June 3 2019 by Andrew Tjaardstra

After 18 months of negotiations and awaiting regulatory approval, Zurich has completed the A$2.85 billion (US$1.98 billion) purchase of ANZ’s Australian life unit OnePath.

In addition to a 20-year bancassurance agreement with banking giant ANZ, the deal means 500 of ANZ’s staff will transfer to the Swiss insurer; OnePath Life sold its operation in New Zealand to Cigna last year.

The acquisition is another sign that Zurich’s Asia-Pacific strategy is reaping dividends and also confirmation that it wants to continue its mix of life and P&C regional distribution.

Zurich already has a significant footprint in Australia.
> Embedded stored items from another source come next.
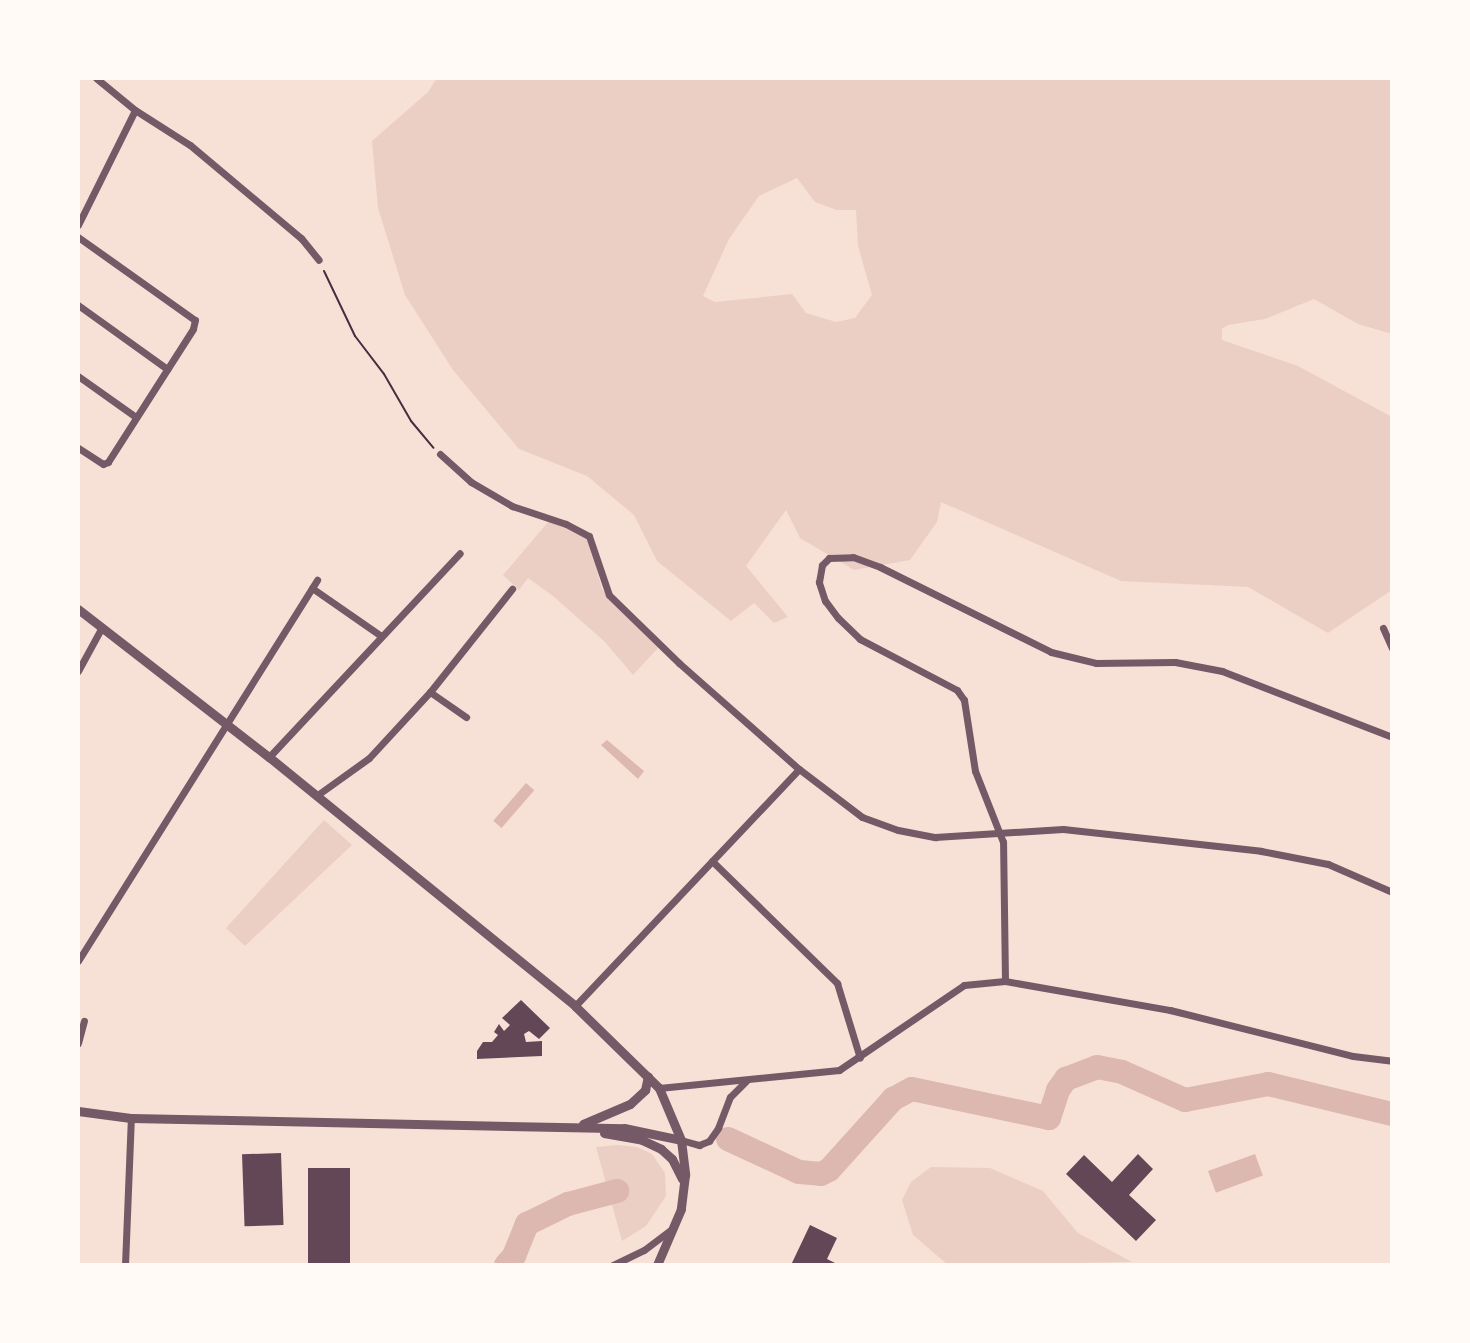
<!DOCTYPE html>
<style>
body{margin:0}
#map{position:relative;width:1470px;height:1343px;overflow:hidden;background:#f7e1d7;font-family:Bitter,serif}
div>[style]{position:absolute}
.green>*{inset:0;background:#ebcfc5}
.water>*{inset:0;background:#dcb8b0;transform-origin:0 0}
.river>*{height:24px;margin:-12px;padding:0 12px;transform-origin:12px;border-radius:12px;background:#dcb8b0}
.building>*{inset:0;background:#644757;transform-origin:0 0}
.path>*{height:2px;margin:-1px;padding:0 1px;transform-origin:1px;border-radius:1px;background:#4a2c40}
.minor>*{height:7px;margin:-3.5px;padding:0 3.5px;transform-origin:3.5px;border-radius:3.5px;background:#755966}
.tertiary>*{height:9px;margin:-4.5px;padding:0 4.5px;transform-origin:4.5px;border-radius:4.5px;background:#755966}
span{translate:-50% -50%;white-space:nowrap;text-align:center;line-height:1.15;-webkit-text-stroke:8px #fffaf5;paint-order:stroke}
.frame{position:absolute;inset:0;border:80px solid #fffaf5;pointer-events:none}
</style>
<div id="map">
<div class="green">
<i style="clip-path:polygon(evenodd,437px 78px,1392px 78px,1392px 334px,1358px 324px,1314px 299px,1265px 319px,1228px 325px,1222px 329px,1222px 340px,1298px 366px,1392px 417px,1392px 590px,1328px 633px,1248px 587px,1121px 581px,941px 502px,937px 522px,910px 560px,854px 570px,800px 538px,786px 510px,746px 566px,788px 617px,774px 623px,754px 603px,731px 621px,657px 561px,634px 515px,587px 476px,519px 449px,453px 370px,405px 295px,378px 208px,372px 141px,428px 92px,437px 78px,797px 178px,815px 202px,837px 210px,856px 210px,858px 246px,872px 295px,855px 318px,836px 322px,806px 313px,792px 294px,715px 302px,703px 296px,729px 239px,759px 196px,797px 178px)"></i>
<i style="clip-path:polygon(549px 521px,588px 536px,602px 589px,658px 648px,633px 675px,605px 642px,553px 596px,528px 578px,519px 590px,503px 575px)"></i>
<i style="clip-path:polygon(324px 820px,352px 845px,245px 946px,226px 928px)"></i>
<i style="clip-path:polygon(617px 1145px,637px 1147px,652px 1154px,665px 1173px,666px 1196px,646px 1226px,622px 1241px,596px 1147px)"></i>
<i style="clip-path:polygon(931px 1167px,990px 1168px,1043px 1191px,1078px 1233px,1132px 1262px,948px 1265px,913px 1235px,902px 1200px,911px 1182px)"></i>
</div>
<div class="water">
<i style="clip-path:polygon(607px 740px,644px 771px,638px 779px,601px 745px)"></i>
<i style="left:526px;top:783px;width:11px;height:50px;rotate:41deg"></i>
<i style="left:1255px;top:1154px;width:23px;height:50px;rotate:70deg"></i>
</div>
<div class="river">
<i style="left:728px;top:1139px;width:78px;rotate:24.9deg"></i>
<i style="left:799px;top:1172px;width:22px;rotate:5deg"></i>
<i style="left:821px;top:1174px;width:9px;rotate:-27deg"></i>
<i style="left:829px;top:1170px;width:96px;rotate:-48deg"></i>
<i style="left:893px;top:1099px;width:21px;rotate:-28deg"></i>
<i style="left:912px;top:1089px;width:140px;rotate:12deg"></i>
<i style="left:1049px;top:1118px;width:29px;rotate:-72deg"></i>
<i style="left:1058px;top:1090px;width:14px;rotate:-54deg"></i>
<i style="left:1066px;top:1079px;width:33px;rotate:-21deg"></i>
<i style="left:1097px;top:1067px;width:25px;rotate:11deg"></i>
<i style="left:1122px;top:1072px;width:69px;rotate:24deg"></i>
<i style="left:1185px;top:1100px;width:85px;rotate:-10.9deg"></i>
<i style="left:1268px;top:1084px;width:128px;rotate:13.6deg"></i>
<i style="left:506px;top:1265px;width:12px;rotate:-48deg"></i>
<i style="left:514px;top:1256px;width:35px;rotate:-68deg"></i>
<i style="left:527px;top:1224px;width:46px;rotate:-26deg"></i>
<i style="left:568px;top:1204px;width:51px;rotate:-14.9deg"></i>
</div>
<div class="building">
<i style="clip-path:polygon(521px 1000px,550px 1028px,539px 1039px,529px 1031px,524px 1034px,526px 1042px,542px 1041px,542px 1056px,477px 1059px,477px 1051px,483px 1042px,492px 1042px,498px 1035px,494px 1032px,499px 1024px,504px 1031px,510px 1025px,502px 1018px)"></i>
<i style="left:281px;top:1153px;width:72px;height:39px;rotate:88deg"></i>
<i style="clip-path:polygon(1138px 1154px,1153px 1169px,1129px 1195px,1156px 1220px,1136px 1241px,1066px 1174px,1084px 1155px,1112px 1182px)"></i>
<i style="left:350px;top:1168px;width:97px;height:42px;rotate:90deg"></i>
<i style="clip-path:polygon(810px 1225px,837px 1238px,827px 1259px,839px 1265px,791px 1265px)"></i>
</div>
<div class="path">
<i style="left:324px;top:271px;width:72px;rotate:64.5deg"></i>
<i style="left:355px;top:336px;width:48px;rotate:52.7deg"></i>
<i style="left:384px;top:374px;width:54px;rotate:60.1deg"></i>
<i style="left:411px;top:421px;width:35px;rotate:50deg"></i>
</div>
<div class="minor">
<i style="left:96px;top:78px;width:50px;rotate:39.4deg"></i>
<i style="left:135px;top:110px;width:65px;rotate:32.5deg"></i>
<i style="left:190px;top:145px;width:145px;rotate:40deg"></i>
<i style="left:301px;top:238px;width:28px;rotate:51deg"></i>
<i style="left:78px;top:225px;width:128px;rotate:-63.6deg"></i>
<i style="left:78px;top:237px;width:143px;rotate:35.4deg"></i>
<i style="left:195px;top:320px;width:9px;rotate:103deg"></i>
<i style="left:193px;top:329px;width:158px;rotate:122.6deg"></i>
<i style="left:108px;top:462px;width:5px;rotate:158deg"></i>
<i style="left:103px;top:464px;width:30px;rotate:-147deg"></i>
<i style="left:78px;top:305px;width:110px;rotate:35.7deg"></i>
<i style="left:78px;top:376px;width:71px;rotate:35.3deg"></i>
<i style="left:440px;top:454px;width:42px;rotate:42.1deg"></i>
<i style="left:471px;top:482px;width:48px;rotate:30.3deg"></i>
<i style="left:512px;top:506px;width:57px;rotate:18.4deg"></i>
<i style="left:566px;top:524px;width:26px;rotate:28deg"></i>
<i style="left:589px;top:536px;width:62px;rotate:71.3deg"></i>
<i style="left:609px;top:595px;width:98px;rotate:44.2deg"></i>
<i style="left:679px;top:663px;width:160px;rotate:41.5deg"></i>
<i style="left:799px;top:769px;width:79px;rotate:37.3deg"></i>
<i style="left:862px;top:817px;width:38px;rotate:20deg"></i>
<i style="left:898px;top:830px;width:38px;rotate:11deg"></i>
<i style="left:935px;top:837px;width:128px;rotate:-3.6deg"></i>
<i style="left:1063px;top:829px;width:199px;rotate:6.3deg"></i>
<i style="left:1261px;top:851px;width:68px;rotate:11deg"></i>
<i style="left:1328px;top:864px;width:70px;rotate:23.6deg"></i>
<i style="left:312px;top:588px;width:84px;rotate:34.8deg"></i>
<i style="left:1383px;top:628px;width:22px;rotate:66deg"></i>
<i style="left:78px;top:671px;width:50px;rotate:-61.4deg"></i>
<i style="left:430px;top:692px;width:44px;rotate:34.8deg"></i>
<i style="left:269px;top:757px;width:279px;rotate:-46.9deg"></i>
<i style="left:316px;top:796px;width:65px;rotate:-35.6deg"></i>
<i style="left:369px;top:758px;width:90px;rotate:-47.3deg"></i>
<i style="left:430px;top:692px;width:132px;rotate:-51.5deg"></i>
<i style="left:712px;top:861px;width:175px;rotate:44.3deg"></i>
<i style="left:837px;top:983px;width:78px;rotate:73deg"></i>
<i style="left:78px;top:961px;width:450px;rotate:-57.9deg"></i>
<i style="left:1005px;top:981px;width:139px;rotate:-90.8deg"></i>
<i style="left:1003px;top:842px;width:76px;rotate:-111.5deg"></i>
<i style="left:975px;top:771px;width:72px;rotate:-98.8deg"></i>
<i style="left:964px;top:700px;width:12px;rotate:-125deg"></i>
<i style="left:957px;top:690px;width:110px;rotate:-152.3deg"></i>
<i style="left:860px;top:639px;width:30px;rotate:-136deg"></i>
<i style="left:838px;top:618px;width:21px;rotate:-127deg"></i>
<i style="left:825px;top:601px;width:20px;rotate:-108deg"></i>
<i style="left:819px;top:582px;width:17px;rotate:-80deg"></i>
<i style="left:822px;top:565px;width:10px;rotate:-45deg"></i>
<i style="left:829px;top:558px;width:24px;rotate:-2deg"></i>
<i style="left:853px;top:557px;width:29px;rotate:20deg"></i>
<i style="left:880px;top:567px;width:191px;rotate:26.4deg"></i>
<i style="left:1051px;top:652px;width:46px;rotate:13.7deg"></i>
<i style="left:1096px;top:663px;width:79px;rotate:-0.7deg"></i>
<i style="left:1175px;top:662px;width:48px;rotate:10.8deg"></i>
<i style="left:1222px;top:671px;width:182px;rotate:21.2deg"></i>
<i style="left:575px;top:1006px;width:326px;rotate:-46.6deg"></i>
<i style="left:78px;top:1043px;width:23px;rotate:-75deg"></i>
<i style="left:659px;top:1088px;width:181px;rotate:-5.7deg"></i>
<i style="left:839px;top:1070px;width:151px;rotate:-34.2deg"></i>
<i style="left:964px;top:985px;width:41px;rotate:-5.6deg"></i>
<i style="left:1005px;top:981px;width:168px;rotate:10deg"></i>
<i style="left:1170px;top:1010px;width:189px;rotate:14.1deg"></i>
<i style="left:1353px;top:1056px;width:39px;rotate:7deg"></i>
<i style="left:681px;top:1140px;width:19px;rotate:16deg"></i>
<i style="left:699px;top:1145px;width:11px;rotate:-22deg"></i>
<i style="left:709px;top:1141px;width:16px;rotate:-55deg"></i>
<i style="left:718px;top:1128px;width:33px;rotate:-69deg"></i>
<i style="left:730px;top:1097px;width:23px;rotate:-45deg"></i>
<i style="left:125px;top:1265px;width:147px;rotate:-87.7deg"></i>
<i style="left:613px;top:1265px;width:34px;rotate:-26deg"></i>
<i style="left:644px;top:1250px;width:34px;rotate:-37deg"></i>
</div>
<div class="tertiary">
<i style="left:78px;top:609px;width:242px;rotate:37.8deg"></i>
<i style="left:269px;top:757px;width:395px;rotate:39.1deg"></i>
<i style="left:575px;top:1006px;width:117px;rotate:44.3deg"></i>
<i style="left:659px;top:1088px;width:56px;rotate:67.1deg"></i>
<i style="left:681px;top:1140px;width:35px;rotate:83deg"></i>
<i style="left:685px;top:1175px;width:34px;rotate:97deg"></i>
<i style="left:681px;top:1209px;width:61px;rotate:113.2deg"></i>
<i style="left:78px;top:1111px;width:53px;rotate:7.5deg"></i>
<i style="left:131px;top:1118px;width:493px;rotate:1.2deg"></i>
<i style="left:624px;top:1128px;width:58px;rotate:11.9deg"></i>
<i style="left:583px;top:1124px;width:51px;rotate:-23.1deg"></i>
<i style="left:630px;top:1104px;width:21px;rotate:-43deg"></i>
<i style="left:645px;top:1090px;width:14px;rotate:-78deg"></i>
<i style="left:604px;top:1133px;width:39px;rotate:10deg"></i>
<i style="left:642px;top:1140px;width:21px;rotate:25deg"></i>
<i style="left:661px;top:1149px;width:15px;rotate:42deg"></i>
<i style="left:672px;top:1159px;width:22px;rotate:63deg"></i>
</div>
<div class="frame"></div>
</div>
The firm bought travel intermediary Cover-More in the summer of 2017 and transferred the underwriting in-house; it also sells P&C business insurance via brokers.

Elsewhere in the region, Zurich agreed a deal last September to buy Adira Insurance for Rp6.15 trillion (US$414 million), making it the largest foreign P&C insurer in Indonesia, and within the past few months it signed a 15-year bancassurance partnership with Alliance Bank Malaysia and its subsidiary Alliance Islamic Bank.
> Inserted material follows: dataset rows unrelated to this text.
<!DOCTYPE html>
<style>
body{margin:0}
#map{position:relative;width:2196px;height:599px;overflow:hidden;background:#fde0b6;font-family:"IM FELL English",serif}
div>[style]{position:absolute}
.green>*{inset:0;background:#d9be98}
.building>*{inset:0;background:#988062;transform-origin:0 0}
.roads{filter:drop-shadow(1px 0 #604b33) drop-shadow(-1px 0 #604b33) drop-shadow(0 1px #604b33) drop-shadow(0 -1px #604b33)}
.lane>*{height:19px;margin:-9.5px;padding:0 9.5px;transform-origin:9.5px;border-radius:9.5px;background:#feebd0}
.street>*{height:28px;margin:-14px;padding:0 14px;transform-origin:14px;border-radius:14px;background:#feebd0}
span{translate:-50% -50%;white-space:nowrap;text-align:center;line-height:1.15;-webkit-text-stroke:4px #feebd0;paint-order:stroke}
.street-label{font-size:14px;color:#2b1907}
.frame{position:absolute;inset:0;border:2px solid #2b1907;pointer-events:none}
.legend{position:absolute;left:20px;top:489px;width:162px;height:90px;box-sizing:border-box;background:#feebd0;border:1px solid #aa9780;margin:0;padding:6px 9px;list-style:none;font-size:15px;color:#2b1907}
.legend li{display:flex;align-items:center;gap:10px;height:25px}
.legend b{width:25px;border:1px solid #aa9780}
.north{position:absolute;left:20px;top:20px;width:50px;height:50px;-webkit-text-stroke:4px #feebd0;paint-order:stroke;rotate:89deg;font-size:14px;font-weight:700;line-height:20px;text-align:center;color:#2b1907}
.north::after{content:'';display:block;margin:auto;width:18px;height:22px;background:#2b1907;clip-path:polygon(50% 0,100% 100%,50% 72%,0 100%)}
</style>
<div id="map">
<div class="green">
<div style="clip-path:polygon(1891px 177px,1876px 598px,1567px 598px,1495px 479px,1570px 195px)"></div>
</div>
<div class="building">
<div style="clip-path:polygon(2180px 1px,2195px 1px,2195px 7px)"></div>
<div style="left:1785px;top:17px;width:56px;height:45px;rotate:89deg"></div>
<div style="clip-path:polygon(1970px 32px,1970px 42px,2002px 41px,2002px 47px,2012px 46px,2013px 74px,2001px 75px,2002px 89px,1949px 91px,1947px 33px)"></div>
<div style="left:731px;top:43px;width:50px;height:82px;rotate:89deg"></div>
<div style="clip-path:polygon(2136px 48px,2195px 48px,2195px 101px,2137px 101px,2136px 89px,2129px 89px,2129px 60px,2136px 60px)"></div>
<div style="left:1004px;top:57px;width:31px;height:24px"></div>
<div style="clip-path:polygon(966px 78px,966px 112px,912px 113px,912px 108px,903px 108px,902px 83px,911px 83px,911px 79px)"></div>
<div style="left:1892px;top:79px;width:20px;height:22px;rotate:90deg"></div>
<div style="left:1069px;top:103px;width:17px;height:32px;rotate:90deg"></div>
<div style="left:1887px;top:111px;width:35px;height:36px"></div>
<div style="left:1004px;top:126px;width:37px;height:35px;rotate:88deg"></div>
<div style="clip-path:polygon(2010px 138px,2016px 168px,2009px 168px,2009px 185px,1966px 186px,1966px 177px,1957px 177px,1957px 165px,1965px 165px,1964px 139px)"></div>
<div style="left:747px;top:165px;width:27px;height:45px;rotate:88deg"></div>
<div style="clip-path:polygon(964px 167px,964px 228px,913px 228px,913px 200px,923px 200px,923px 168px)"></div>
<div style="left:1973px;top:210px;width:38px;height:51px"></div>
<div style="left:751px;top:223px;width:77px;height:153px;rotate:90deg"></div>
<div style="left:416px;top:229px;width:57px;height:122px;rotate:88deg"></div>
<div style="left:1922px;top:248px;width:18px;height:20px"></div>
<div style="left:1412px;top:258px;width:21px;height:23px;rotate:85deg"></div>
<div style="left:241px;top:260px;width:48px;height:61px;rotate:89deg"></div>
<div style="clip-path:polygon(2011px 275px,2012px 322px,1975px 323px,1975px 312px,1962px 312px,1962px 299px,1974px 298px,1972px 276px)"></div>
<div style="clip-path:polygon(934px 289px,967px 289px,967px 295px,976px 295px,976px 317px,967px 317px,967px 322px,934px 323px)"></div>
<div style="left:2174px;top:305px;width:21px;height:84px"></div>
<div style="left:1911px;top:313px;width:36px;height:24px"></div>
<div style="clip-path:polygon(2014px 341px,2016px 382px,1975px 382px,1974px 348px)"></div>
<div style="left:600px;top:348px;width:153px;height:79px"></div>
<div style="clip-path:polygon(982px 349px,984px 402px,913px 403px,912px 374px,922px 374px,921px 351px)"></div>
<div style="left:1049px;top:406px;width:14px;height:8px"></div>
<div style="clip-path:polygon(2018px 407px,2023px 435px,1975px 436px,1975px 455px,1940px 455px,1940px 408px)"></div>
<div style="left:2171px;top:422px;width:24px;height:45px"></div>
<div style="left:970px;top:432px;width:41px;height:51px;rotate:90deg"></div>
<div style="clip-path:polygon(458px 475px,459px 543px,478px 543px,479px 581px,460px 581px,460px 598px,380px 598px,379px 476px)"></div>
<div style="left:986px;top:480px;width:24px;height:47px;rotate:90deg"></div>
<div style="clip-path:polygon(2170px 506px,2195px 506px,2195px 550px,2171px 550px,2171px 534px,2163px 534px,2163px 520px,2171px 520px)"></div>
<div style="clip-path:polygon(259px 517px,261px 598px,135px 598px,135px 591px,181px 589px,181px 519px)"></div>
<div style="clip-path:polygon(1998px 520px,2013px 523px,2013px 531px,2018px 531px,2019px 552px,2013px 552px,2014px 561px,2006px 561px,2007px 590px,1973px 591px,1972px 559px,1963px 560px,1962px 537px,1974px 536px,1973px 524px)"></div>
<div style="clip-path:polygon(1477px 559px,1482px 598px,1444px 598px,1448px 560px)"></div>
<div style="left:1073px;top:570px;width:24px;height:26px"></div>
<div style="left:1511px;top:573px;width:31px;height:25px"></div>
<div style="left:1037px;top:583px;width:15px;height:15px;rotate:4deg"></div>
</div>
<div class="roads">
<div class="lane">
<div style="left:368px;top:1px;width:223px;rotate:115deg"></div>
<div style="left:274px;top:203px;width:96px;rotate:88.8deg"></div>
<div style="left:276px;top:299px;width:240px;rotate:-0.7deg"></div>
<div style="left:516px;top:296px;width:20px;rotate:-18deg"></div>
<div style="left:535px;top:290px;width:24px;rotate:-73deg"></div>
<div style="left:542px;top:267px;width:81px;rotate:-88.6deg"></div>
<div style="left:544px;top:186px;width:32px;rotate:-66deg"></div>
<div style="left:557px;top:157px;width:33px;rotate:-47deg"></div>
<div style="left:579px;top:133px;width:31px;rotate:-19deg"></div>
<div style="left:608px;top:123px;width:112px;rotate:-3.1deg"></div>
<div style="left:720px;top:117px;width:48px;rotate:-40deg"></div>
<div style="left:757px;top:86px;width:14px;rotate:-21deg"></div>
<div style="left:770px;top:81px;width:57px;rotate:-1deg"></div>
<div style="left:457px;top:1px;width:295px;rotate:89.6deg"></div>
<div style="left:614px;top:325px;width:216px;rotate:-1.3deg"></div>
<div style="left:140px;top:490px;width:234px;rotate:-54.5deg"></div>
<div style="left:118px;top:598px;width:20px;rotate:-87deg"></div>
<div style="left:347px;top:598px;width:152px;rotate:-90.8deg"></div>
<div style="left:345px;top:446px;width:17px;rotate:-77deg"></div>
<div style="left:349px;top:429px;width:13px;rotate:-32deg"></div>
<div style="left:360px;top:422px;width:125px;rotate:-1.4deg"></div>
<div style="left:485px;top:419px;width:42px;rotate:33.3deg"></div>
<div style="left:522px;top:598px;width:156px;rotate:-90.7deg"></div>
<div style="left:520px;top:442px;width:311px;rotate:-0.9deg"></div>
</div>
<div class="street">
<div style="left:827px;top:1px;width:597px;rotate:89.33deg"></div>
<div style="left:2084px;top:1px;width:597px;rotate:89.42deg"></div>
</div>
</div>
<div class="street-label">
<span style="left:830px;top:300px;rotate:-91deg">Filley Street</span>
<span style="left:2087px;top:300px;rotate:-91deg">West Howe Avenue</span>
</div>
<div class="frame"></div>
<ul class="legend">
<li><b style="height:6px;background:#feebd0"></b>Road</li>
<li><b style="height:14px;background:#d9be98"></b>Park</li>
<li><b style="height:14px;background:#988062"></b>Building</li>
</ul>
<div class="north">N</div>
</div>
Zurich’s Asia-Pacific chief executive Jack Howell, who has worked at AIG, Prudential and briefly alongside his current group chief executive Mario Greco at Generali, has a long track record of working in Asia, including in Hong Kong, Indonesia, the Philippines and Vietnam.

Commenting on the OnePath deal, Zurich’s group chief executive officer Mario Greco said: “Zurich is strengthening its business in Australia and we can now engage with up to six million new customers with this acquisition of OnePath Life and the access to ANZ’s distribution channels.”

“Asia Pacific is a key region for Zurich and this deal adds further complementary products and additional bancassurance distribution capacity in the region. OnePath Life’s retail business, focused on protection and savings products, is perfectly aligned with our strategy in life insurance and should further add to our strong cash remittances.”

Greco joined the firm at a difficult time after it booked significant losses from the Tianjin port disaster in China and US and motor construction liabilities in the US in 2015 under the leadership of previous chief executive Martin Senn. The poor results saw the insurer drop a proposed bid for UK rival RSA.

Greco has helped turn around the firm, placing it on a sure footing in part helped by initiating a series of cost cuts; the current business plan runs until the end of 2019 with the plan to cut US$1.5 billion of costs by then.